Often, these political narratives become the pretext for paradigmatic
ideological change and new legislation. South Africa’s immigration and
citizenship systems are about to change fundamentally. No formal announcements
have been made. No official press releases have been circulated. But Home
Affairs Minister Dr Pakishe Aaron Motsoaledi has been making some strange and
interesting statements in the national media recently that may well be strands
of the growing noise of change.
The Public Protector’s investigative report on then home affairs
minister Malusi Gigaba’s granting of citizenship to some of the Gupta family
members was published on 7 February 2021. Immediately thereafter, Motsoaledi
was interviewed by Jane Dutton on eNCA.
Motsoaledi indicated that South Africa’s immigration system, especially
permanent residence, will be reviewed because it is just a step away from
citizenship. The nexus between immigration and citizenship and the need to
sever it was first articulated in the White Paper on International Migration
adopted by the Zuma Cabinet in 2017. The white paper formulates the policy
principle as follows:
“There should be no automatic progression from residency to citizenship
in law or in practice. That is, the process of granting residency (short term
and long term) and citizenship will be delinked. A points-based system will be
used to determine whether the applicant will qualify for a short-term or a
long-term residence visa. However, the number of years spent in the country
will not qualify a person to apply for naturalisation. The process of granting
residence and citizenship status should allow strategic and security
considerations and the national priorities of South Africa to be taken into
account.”
So, the white paper argues, permanent residence and citizenship must be
delinked, and this would occur through the replacement of permanent residence
status with a long-term temporary visa. In this way, foreigners, who are
sometimes a source of organised crime, will be more carefully managed and South
Africa’s borders and sovereignty will be more effectively
safeguarded.
The notion that foreigners are a burden to our society and a source of
crime has been espoused on numerous occasions by Motsoaledi. In a Human
Rights Watch article published in 2020 on xenophobic violence, Motsoaledi
was quoted as saying that most foreigners are not here as migrants but as
criminals and that is why they remain undocumented.
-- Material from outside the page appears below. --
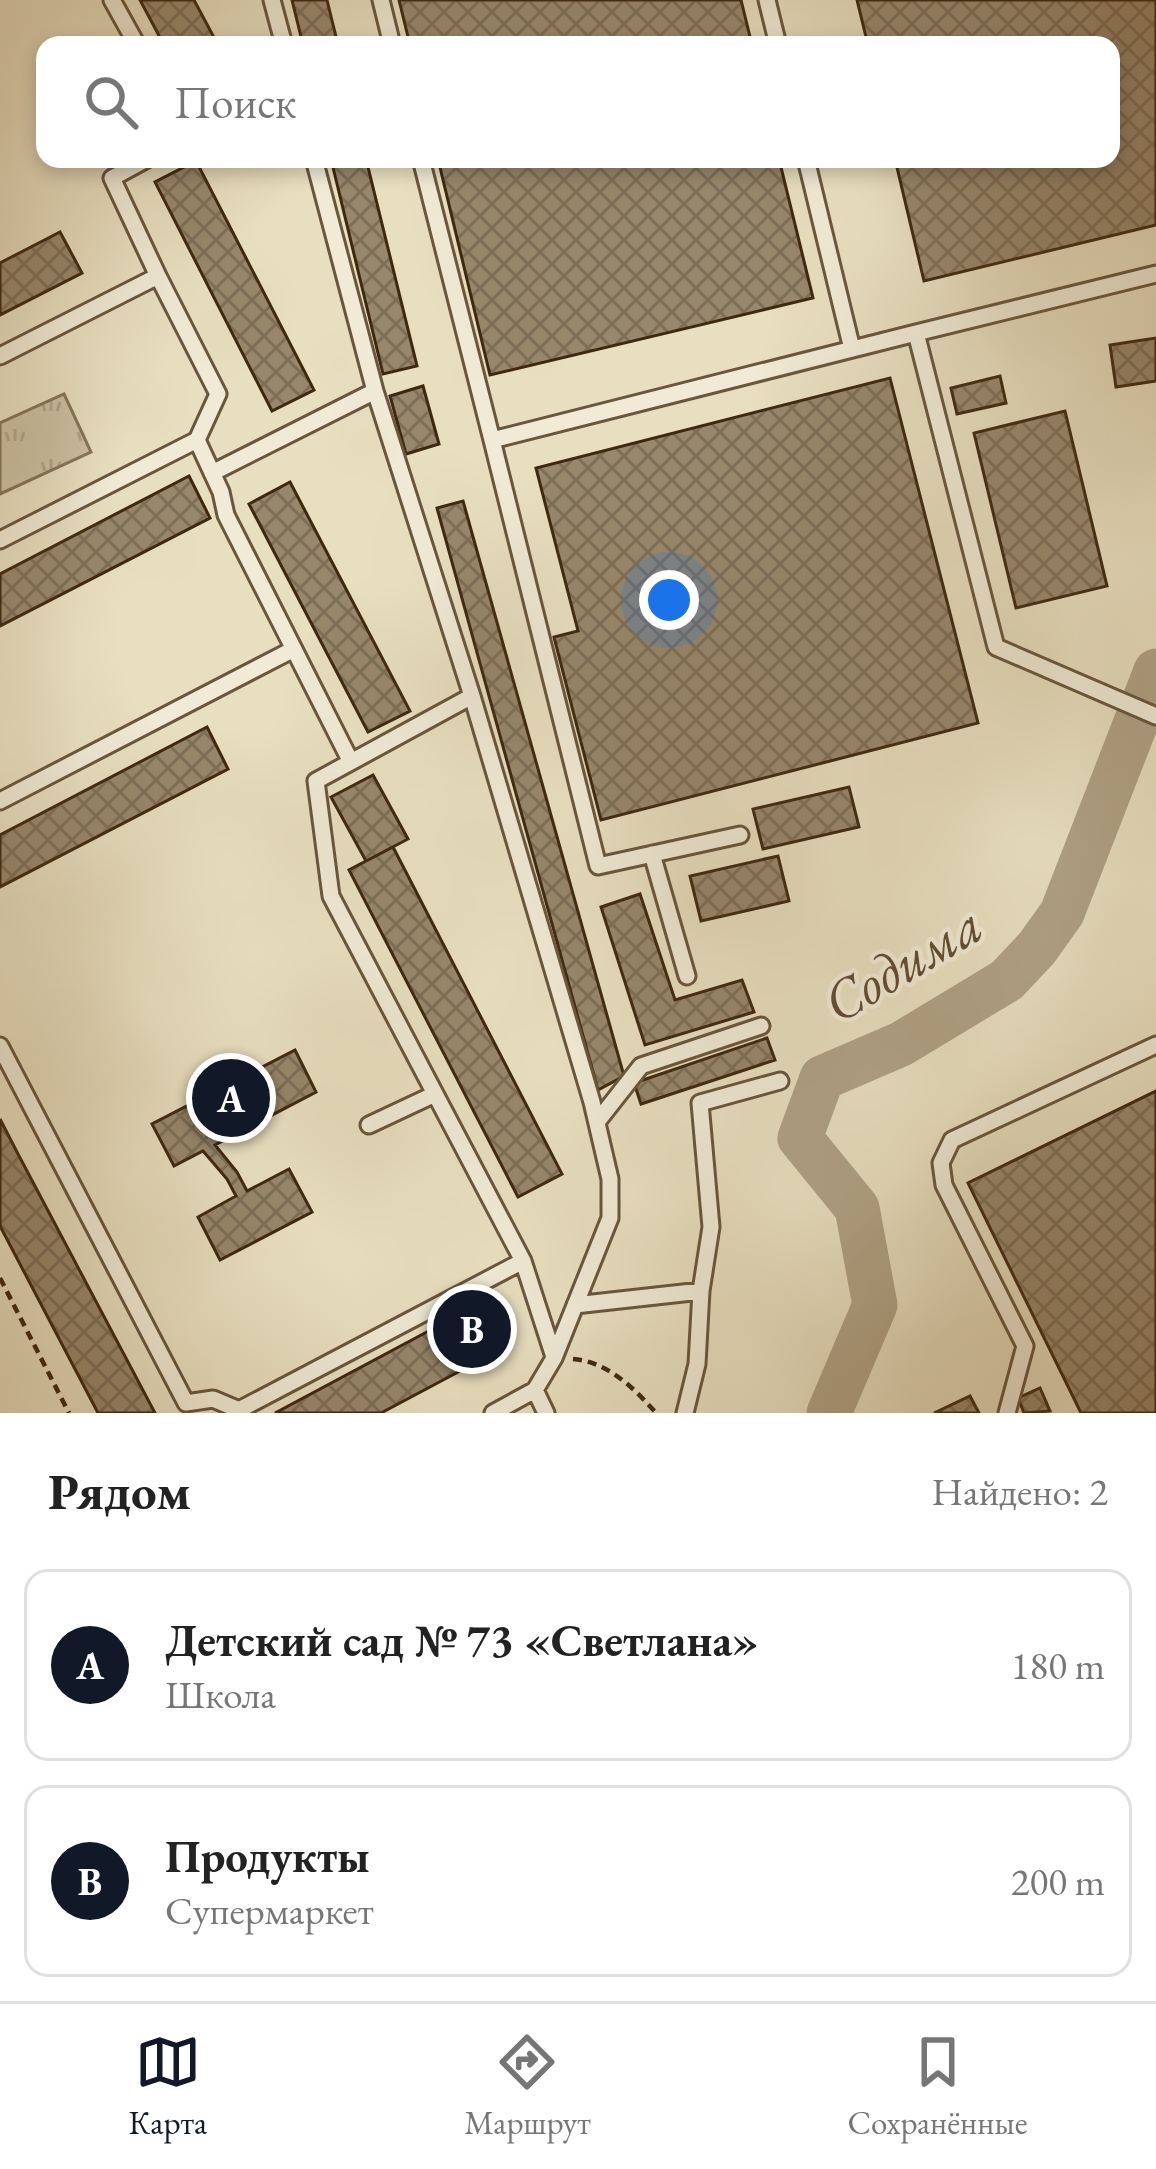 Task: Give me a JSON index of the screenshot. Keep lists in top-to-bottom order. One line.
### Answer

In 2018 when Motsoaledi was health minister, he suggested that foreign
nationals were behind the overcrowding of South Africa’s public health system.
The executive director of Amnesty International South Africa, Shenilla Mohamed,
worriedly responded he should “stop this shameless scapegoating of refugees and
migrants” and should “stop fuelling xenophobia with these unfounded
remarks”.
Nothing was made of Motsoaledi’s outing by these international human
rights watchdogs for his prejudice against foreigners, other than to have him
appointed home affairs minister. The irony in this appointment was never the
subject of any real contention. Motsoaledi was a minister in both of Zuma’s
Cabinets and was obviously a participant in the ideological discussions around
the white paper and its doctrinal stance on refugees and migrants and the need
for radical immigration policy interventions which it purports to contain. His
disposition is hardly surprising.
In the Dutton interview, Motsoaledi said that he had already decided
that the separate Immigration, Citizenship and Refugees Acts are causing
serious problems and havoc in South Africa’s courts and therefore they should
be combined into a single act of legislation. This, he says, has been
accomplished by quite a number of democracies.
This is an astounding revelation. Actually, no such mischief has been
caused by these three separate pieces of legislation. Motsoaledi purposefully
uses the word havoc to describe an untenable (non-existent) conflict
wrought by the separation of these acts in order to discredit the existing
legal order. Our courts have not entertained any such conflagrations. Rather,
the deluge of litigation in our courts in this context relates mostly to the
advanced dysfunction of the Department of Home Affairs in its administration of
those acts. This is a classic noble lie, designed to sow discord with the
existing paradigm, loosening its roots and eventually unplugging it.
The problem confronting Motsoaledi is how he is to deal on the public record
with the fact that far too many senior officials responsible for the
administration of Home Affairs’ functions are corrupt and that their
machinations were responsible for the granting of citizenship to the Guptas.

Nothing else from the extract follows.